Dernière chronique, dernière émission, dernière émotion.
Sans doute la prise de conscience qu’à mon age, j’ai plus de dernières fois à vivre que de premières. Je ne sais pas pour vous, mais plus j’avance, moins j’ai d’attrait pour la mort, alors que, c’est stupide et incohérent, mon existence s’applique à s’y rapprocher de plus en plus. Et, me dis-je, plus j’ai envie de moins mourir, moins j’ai envie de ne pas aimer plus.
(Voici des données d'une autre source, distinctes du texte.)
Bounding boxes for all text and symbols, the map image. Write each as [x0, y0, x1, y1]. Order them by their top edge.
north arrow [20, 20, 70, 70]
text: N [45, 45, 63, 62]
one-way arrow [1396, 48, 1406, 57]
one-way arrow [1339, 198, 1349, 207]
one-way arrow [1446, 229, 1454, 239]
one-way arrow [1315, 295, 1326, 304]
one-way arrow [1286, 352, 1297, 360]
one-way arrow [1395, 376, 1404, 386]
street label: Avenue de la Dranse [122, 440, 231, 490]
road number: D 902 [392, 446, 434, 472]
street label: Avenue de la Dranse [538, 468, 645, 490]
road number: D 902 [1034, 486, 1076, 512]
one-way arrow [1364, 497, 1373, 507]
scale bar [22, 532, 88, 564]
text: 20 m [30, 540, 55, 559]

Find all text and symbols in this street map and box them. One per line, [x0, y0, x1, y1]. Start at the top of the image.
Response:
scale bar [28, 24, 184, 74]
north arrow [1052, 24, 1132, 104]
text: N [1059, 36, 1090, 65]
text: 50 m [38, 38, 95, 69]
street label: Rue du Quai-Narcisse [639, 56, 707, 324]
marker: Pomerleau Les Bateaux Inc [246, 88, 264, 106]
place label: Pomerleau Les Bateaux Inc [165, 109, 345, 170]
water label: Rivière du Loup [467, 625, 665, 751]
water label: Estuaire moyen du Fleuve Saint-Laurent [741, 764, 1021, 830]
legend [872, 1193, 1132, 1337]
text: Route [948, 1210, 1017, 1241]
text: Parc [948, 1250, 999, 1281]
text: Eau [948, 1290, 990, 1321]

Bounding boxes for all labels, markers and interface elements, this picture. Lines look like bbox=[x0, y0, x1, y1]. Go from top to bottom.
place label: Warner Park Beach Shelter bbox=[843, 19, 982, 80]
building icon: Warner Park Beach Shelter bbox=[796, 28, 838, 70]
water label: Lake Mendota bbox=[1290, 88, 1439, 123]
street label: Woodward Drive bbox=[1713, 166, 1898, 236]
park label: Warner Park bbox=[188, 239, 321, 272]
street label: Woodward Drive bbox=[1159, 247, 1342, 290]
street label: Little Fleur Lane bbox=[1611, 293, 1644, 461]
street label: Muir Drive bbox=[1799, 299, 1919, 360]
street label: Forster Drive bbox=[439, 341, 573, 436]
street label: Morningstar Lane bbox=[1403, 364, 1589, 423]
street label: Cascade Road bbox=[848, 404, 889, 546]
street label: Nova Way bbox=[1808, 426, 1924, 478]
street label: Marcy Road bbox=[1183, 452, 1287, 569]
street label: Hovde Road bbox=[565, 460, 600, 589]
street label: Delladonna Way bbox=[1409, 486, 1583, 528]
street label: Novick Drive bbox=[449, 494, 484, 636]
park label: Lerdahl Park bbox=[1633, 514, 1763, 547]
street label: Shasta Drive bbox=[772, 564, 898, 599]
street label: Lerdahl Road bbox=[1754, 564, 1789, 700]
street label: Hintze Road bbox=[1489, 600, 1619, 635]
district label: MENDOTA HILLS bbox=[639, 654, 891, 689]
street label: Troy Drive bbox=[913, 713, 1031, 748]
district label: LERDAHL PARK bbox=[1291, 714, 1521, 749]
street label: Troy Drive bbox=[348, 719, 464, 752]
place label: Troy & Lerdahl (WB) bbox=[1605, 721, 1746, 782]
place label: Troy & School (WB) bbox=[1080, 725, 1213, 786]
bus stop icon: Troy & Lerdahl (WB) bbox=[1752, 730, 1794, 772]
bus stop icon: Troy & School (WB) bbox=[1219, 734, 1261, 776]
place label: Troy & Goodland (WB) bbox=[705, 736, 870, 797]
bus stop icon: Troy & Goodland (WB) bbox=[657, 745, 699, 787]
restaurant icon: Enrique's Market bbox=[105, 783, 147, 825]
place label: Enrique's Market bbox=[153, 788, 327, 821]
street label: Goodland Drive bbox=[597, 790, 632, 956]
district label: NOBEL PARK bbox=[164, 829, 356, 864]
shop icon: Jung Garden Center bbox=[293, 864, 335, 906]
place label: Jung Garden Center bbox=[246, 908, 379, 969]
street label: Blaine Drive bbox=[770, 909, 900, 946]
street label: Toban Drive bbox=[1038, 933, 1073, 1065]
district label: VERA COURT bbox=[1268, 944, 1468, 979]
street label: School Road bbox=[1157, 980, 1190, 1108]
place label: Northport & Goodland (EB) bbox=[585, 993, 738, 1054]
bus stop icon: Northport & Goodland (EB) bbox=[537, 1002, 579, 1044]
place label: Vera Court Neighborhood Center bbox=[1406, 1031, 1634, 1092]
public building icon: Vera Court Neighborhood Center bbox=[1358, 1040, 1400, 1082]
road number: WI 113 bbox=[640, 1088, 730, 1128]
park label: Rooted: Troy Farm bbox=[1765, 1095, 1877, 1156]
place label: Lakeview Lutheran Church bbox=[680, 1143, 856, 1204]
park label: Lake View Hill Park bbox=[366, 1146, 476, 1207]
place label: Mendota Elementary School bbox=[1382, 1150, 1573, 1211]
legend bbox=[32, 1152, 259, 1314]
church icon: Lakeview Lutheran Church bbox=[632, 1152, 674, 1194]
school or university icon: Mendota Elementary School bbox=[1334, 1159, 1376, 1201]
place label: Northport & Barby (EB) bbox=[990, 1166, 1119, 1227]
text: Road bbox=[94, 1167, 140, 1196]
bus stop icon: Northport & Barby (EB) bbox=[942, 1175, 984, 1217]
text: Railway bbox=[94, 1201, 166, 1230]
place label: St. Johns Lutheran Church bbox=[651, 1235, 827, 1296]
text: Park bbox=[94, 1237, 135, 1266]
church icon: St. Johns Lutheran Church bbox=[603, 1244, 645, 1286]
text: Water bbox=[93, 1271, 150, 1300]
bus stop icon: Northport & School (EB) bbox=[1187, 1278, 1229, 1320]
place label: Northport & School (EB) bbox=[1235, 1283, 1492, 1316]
Et j’avoue n’avoir rien compris à ce raisonnement obscur et je vous pose une question : Moins envie + aimer plus, que je soustrais à la négation « ne pas », est-ce égal à « moins aimer», ou, plus logiquement, la double négation évoquée par le « ne pas » et le « moins envie », ainsi s’annulant, isole-t-elle « le aimer plus » pour au contraire exacerber cette agitation positive. Je ne sais plus. J’en sais moins. Il me faudrait un mathématicien pour résoudre les équations de mes émotions égarées, que je puisse enfin retrouver des sentiments respectables et mon identité remarquable. Une sorte d’arithméticien de la rhétorique et du cœur.
J’aurais bien fait appel à un auditeur de Campus, un futur bachelier scientifique, la tête remplie de savoir et de déduction logique. Le problème, c’est que je ne me fais plus trop d’illusions.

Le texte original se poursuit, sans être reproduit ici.